DETROIT — Families of men incarcerated at Michigan’s Kinross Correctional Facility believed its remote location would spare it from a deadly COVID-19 outbreak. For a while, they seemed to be right.
Kinross, built on the grounds of a former Air Force base in the Upper Peninsula, is closer to Canada than it is to Detroit. Unlike most prisons in Michigan, Kinross had remained almost unscathed by the novel coronavirus with only one case between March and October.
But on Oct. 28, corrections officials transferred nine prisoners to Kinross from Marquette Branch Prison, several hours west, where COVID-19 was running rampant. There were 837 confirmed cases by late October, 350 of which were still active when the men were transferred.
Roughly three weeks later, Kinross had its first major outbreak, corrections department data showed. Though agency officials say it’s not because of the transfers, more than 1,100 prisoners have now been infected, at least seven have died and more than 100 guards have fallen ill. The prisoners who came to Kinross had been transferred twice, sent first to Marquette after a riot where they were held, and then had tested positive for COVID-19 there before leaving for Kinross, officials said.

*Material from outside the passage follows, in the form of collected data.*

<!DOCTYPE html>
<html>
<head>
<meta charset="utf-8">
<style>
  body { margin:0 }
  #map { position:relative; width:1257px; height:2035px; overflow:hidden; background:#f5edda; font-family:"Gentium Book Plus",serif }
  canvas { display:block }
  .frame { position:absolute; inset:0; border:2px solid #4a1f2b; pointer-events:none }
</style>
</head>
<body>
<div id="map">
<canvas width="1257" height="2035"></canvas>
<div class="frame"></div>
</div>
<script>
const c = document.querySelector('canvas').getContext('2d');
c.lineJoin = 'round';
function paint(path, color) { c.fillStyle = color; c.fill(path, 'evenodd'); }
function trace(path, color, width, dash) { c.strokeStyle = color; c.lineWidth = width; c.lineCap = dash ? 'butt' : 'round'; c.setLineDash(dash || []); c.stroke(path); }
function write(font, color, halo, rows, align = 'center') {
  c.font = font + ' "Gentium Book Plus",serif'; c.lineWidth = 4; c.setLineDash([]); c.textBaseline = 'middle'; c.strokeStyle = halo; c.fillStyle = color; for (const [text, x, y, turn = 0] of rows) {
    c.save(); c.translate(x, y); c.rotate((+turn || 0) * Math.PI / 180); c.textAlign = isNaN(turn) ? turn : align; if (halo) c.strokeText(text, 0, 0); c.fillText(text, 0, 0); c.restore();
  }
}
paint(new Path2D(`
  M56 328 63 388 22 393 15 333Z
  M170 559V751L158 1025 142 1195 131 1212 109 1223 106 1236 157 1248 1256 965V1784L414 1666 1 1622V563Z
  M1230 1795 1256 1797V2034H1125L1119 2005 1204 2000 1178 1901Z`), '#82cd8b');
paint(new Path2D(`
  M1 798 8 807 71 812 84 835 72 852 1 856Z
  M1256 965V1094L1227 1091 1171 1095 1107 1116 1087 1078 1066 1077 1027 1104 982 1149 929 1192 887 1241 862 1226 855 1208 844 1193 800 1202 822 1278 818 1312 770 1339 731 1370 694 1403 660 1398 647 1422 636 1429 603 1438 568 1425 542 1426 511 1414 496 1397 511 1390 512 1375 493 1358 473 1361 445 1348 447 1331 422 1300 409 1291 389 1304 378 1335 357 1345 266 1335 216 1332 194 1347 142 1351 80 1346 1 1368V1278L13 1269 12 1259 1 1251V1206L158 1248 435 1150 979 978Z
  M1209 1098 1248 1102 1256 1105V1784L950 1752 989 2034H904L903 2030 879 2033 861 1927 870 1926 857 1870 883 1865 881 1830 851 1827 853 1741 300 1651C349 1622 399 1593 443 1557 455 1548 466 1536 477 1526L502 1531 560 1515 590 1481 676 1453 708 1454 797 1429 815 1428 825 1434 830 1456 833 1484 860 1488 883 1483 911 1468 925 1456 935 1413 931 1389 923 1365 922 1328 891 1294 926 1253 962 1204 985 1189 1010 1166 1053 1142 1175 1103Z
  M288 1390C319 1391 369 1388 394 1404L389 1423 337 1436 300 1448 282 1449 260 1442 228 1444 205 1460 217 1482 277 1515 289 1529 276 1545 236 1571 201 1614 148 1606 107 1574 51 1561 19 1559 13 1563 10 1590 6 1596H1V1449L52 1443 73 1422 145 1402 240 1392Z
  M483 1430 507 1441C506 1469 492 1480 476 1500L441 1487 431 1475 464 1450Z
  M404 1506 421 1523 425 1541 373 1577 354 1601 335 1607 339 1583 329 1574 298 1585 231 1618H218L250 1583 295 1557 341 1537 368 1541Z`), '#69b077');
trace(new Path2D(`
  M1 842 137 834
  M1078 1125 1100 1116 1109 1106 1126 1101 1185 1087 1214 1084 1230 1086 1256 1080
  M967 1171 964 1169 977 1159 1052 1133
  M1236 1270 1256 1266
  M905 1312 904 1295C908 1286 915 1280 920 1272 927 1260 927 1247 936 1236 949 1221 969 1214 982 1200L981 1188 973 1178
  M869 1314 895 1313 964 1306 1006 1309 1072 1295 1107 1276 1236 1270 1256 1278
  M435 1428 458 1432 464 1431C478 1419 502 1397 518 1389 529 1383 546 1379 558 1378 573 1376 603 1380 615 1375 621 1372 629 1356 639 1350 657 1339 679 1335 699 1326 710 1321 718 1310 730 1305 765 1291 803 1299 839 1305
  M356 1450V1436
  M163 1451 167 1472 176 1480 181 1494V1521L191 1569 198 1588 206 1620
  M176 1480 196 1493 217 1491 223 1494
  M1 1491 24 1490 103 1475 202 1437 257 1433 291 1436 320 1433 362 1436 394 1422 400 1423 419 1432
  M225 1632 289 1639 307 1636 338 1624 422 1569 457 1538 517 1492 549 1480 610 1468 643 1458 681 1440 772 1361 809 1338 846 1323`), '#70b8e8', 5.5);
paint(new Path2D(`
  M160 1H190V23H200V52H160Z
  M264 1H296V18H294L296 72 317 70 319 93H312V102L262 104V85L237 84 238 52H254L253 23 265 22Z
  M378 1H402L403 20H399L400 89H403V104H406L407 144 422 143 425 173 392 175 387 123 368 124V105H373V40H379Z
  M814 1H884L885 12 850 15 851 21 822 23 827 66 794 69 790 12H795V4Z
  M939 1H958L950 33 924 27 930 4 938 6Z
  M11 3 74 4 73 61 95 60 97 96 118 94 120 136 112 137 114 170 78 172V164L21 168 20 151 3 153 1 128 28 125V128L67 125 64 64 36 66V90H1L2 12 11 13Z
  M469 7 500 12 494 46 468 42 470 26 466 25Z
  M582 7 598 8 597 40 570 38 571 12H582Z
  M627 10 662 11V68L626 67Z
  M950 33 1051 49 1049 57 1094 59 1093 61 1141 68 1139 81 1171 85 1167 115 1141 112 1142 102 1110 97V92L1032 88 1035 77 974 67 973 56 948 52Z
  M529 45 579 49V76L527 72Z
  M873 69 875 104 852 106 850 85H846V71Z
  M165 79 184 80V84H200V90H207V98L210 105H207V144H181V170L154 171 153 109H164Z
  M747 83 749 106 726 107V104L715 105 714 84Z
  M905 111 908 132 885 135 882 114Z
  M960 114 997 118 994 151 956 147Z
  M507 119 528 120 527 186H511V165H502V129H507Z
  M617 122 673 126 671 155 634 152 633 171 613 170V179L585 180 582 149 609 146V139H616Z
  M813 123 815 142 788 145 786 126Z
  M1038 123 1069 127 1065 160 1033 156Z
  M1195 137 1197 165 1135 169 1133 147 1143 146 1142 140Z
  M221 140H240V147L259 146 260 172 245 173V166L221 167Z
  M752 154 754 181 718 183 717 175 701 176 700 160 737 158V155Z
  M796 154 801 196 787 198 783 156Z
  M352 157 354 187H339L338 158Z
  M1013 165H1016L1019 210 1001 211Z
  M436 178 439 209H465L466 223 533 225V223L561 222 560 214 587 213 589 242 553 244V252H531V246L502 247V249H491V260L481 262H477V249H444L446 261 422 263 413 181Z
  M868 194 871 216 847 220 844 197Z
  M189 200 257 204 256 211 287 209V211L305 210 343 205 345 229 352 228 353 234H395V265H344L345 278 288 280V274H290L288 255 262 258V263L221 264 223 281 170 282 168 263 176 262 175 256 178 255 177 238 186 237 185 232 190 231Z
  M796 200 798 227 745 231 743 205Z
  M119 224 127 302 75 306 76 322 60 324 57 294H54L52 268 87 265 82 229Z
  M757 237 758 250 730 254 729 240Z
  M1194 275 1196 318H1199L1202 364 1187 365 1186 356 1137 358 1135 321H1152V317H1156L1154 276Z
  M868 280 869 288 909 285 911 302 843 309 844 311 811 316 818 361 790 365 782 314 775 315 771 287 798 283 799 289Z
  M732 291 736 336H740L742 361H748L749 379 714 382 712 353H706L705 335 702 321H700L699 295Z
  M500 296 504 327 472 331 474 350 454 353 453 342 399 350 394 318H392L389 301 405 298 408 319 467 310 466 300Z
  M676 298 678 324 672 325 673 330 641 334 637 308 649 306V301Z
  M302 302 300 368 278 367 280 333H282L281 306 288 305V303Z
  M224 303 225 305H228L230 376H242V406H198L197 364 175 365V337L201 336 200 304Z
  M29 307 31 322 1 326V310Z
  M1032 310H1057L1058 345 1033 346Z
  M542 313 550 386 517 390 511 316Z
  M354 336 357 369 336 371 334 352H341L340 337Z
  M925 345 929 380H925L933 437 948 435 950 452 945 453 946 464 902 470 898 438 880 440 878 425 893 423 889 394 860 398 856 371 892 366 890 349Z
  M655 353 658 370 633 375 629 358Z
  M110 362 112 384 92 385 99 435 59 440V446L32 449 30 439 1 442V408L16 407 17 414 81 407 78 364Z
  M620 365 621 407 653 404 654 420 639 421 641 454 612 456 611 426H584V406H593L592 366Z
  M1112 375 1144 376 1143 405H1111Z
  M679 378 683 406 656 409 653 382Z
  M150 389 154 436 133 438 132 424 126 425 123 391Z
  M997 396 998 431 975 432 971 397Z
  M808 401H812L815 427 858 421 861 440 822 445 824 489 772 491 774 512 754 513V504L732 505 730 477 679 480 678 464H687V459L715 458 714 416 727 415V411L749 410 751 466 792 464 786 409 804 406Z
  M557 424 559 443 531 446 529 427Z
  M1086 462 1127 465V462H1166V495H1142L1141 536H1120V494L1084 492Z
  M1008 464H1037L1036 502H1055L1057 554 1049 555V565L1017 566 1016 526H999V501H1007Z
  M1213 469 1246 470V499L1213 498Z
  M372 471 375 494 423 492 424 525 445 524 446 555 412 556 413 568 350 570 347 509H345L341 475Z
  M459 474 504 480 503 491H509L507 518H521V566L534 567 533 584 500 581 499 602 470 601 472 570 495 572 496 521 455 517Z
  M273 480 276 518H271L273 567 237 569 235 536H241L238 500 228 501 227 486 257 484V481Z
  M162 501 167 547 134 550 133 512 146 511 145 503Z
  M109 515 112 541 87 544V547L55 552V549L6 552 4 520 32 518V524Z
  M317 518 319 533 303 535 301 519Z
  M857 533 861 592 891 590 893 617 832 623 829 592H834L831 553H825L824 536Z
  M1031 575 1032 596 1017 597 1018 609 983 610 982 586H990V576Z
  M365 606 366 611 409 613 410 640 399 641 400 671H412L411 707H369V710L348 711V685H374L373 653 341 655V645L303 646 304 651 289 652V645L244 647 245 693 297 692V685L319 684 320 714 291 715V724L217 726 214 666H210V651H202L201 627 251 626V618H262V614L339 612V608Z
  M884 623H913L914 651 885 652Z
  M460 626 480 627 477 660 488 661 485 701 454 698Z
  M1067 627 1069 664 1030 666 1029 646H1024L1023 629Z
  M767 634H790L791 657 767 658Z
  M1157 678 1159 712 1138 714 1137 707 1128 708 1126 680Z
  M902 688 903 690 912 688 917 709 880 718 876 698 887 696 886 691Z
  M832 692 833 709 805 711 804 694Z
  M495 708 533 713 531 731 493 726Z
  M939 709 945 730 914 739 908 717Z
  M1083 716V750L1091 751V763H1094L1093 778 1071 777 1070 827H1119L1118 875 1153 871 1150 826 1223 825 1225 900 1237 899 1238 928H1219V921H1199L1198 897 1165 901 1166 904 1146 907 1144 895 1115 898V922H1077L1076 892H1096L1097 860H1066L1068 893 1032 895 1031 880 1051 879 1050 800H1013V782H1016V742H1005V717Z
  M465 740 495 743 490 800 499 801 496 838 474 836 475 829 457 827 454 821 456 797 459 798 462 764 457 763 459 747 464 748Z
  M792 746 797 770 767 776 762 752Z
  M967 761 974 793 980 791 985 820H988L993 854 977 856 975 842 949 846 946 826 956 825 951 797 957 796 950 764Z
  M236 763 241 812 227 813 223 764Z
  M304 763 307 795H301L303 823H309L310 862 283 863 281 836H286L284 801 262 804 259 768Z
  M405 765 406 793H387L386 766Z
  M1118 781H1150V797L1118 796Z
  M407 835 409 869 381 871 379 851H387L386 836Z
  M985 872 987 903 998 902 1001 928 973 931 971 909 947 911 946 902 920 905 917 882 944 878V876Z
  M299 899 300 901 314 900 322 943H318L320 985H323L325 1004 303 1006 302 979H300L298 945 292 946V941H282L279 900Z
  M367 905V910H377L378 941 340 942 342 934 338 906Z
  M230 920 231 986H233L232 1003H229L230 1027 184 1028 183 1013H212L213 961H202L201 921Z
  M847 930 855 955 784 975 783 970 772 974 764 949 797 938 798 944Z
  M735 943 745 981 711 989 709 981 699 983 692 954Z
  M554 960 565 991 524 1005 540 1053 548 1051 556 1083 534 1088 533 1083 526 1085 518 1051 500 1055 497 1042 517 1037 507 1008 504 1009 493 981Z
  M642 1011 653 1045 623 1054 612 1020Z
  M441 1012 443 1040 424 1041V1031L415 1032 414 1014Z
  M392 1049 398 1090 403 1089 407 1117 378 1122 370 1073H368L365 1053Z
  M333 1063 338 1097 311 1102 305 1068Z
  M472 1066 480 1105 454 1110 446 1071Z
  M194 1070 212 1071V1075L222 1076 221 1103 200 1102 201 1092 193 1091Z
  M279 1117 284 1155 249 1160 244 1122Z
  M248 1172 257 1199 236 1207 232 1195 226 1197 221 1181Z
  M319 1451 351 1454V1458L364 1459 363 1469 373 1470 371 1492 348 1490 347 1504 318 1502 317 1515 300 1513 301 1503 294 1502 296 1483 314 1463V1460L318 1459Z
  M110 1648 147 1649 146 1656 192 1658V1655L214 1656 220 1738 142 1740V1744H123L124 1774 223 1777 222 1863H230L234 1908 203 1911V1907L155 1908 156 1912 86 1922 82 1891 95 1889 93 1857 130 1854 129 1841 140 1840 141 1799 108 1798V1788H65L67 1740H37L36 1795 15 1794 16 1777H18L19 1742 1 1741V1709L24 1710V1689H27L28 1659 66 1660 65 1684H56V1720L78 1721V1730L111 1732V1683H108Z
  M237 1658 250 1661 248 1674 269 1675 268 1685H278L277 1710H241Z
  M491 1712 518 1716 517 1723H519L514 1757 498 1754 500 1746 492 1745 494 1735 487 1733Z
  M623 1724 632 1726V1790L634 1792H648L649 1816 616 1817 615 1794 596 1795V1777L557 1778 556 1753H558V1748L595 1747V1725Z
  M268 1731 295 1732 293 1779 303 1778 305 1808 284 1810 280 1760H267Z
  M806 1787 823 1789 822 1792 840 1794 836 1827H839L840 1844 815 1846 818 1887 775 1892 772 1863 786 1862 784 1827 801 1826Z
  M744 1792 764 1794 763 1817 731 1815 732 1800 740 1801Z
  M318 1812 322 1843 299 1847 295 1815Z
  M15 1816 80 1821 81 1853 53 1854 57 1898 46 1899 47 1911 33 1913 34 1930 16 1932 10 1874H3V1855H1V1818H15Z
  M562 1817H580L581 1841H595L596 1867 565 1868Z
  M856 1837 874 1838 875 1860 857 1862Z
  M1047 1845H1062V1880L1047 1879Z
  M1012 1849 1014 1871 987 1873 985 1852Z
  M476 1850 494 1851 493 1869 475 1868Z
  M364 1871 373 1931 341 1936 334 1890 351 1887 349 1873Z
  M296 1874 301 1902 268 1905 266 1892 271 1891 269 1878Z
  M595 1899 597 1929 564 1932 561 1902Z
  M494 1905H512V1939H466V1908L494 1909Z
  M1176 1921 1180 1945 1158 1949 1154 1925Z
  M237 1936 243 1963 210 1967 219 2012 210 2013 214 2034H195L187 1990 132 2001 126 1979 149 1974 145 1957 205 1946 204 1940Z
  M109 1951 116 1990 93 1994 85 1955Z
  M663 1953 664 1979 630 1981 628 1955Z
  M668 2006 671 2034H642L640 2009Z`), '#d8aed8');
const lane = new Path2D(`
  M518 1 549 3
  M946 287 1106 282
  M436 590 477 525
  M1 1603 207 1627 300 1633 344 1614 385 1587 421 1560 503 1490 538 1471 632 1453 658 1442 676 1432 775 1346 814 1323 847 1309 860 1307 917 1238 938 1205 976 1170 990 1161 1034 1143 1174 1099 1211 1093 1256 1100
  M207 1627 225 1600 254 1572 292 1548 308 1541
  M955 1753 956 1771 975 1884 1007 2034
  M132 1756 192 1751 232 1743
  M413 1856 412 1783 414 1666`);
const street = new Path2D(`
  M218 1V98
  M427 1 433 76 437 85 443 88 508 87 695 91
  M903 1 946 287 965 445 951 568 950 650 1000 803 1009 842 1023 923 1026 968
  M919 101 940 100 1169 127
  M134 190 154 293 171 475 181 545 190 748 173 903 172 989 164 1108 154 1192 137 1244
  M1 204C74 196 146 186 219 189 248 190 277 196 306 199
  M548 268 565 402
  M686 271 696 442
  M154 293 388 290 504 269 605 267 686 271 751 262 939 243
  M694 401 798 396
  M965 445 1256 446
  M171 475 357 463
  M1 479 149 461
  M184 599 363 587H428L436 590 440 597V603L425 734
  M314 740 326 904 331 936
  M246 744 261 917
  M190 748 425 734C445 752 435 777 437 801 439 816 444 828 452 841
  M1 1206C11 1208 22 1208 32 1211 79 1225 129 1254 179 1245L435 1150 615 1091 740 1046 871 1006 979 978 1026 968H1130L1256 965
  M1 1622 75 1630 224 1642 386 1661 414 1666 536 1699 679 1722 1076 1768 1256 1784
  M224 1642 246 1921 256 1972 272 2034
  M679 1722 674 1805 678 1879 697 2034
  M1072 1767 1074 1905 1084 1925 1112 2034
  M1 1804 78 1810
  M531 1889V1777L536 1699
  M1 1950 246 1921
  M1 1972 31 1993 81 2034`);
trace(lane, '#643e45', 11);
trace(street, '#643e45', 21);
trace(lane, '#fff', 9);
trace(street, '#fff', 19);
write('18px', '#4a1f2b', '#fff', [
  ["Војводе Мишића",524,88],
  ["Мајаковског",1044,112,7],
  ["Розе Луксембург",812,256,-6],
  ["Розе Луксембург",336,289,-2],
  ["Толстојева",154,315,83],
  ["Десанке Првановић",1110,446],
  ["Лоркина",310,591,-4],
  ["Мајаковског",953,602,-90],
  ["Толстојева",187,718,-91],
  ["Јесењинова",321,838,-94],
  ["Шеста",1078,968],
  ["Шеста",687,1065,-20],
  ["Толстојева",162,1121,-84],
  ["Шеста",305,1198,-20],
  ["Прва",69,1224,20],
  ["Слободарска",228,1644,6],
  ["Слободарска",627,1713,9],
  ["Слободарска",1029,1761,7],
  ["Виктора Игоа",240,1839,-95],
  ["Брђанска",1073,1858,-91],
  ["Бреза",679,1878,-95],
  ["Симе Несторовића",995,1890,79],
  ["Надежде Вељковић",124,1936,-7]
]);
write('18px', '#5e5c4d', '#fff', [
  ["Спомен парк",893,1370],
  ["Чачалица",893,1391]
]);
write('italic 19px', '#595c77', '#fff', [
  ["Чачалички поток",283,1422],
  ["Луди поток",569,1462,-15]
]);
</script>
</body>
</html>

In prisons around the country, COVID-19 outbreaks have followed transfers of prisoners or prison workers. Nearly all of the 25 state prison systems and the federal Bureau of Prisons that responded to a survey conducted by The Marshall Project and The Associated Press said they had reduced or limited the number of prisoners they moved due to the pandemic. Eight states halted the practice except in special circumstances. The reductions were keeping in line with medical guidelines.
But most of those states lifted their restrictions by September and few prison systems heeded the earlier lessons as the pandemic worsened this winter, worrying families of prisoners and correctional officers who work in the prisons.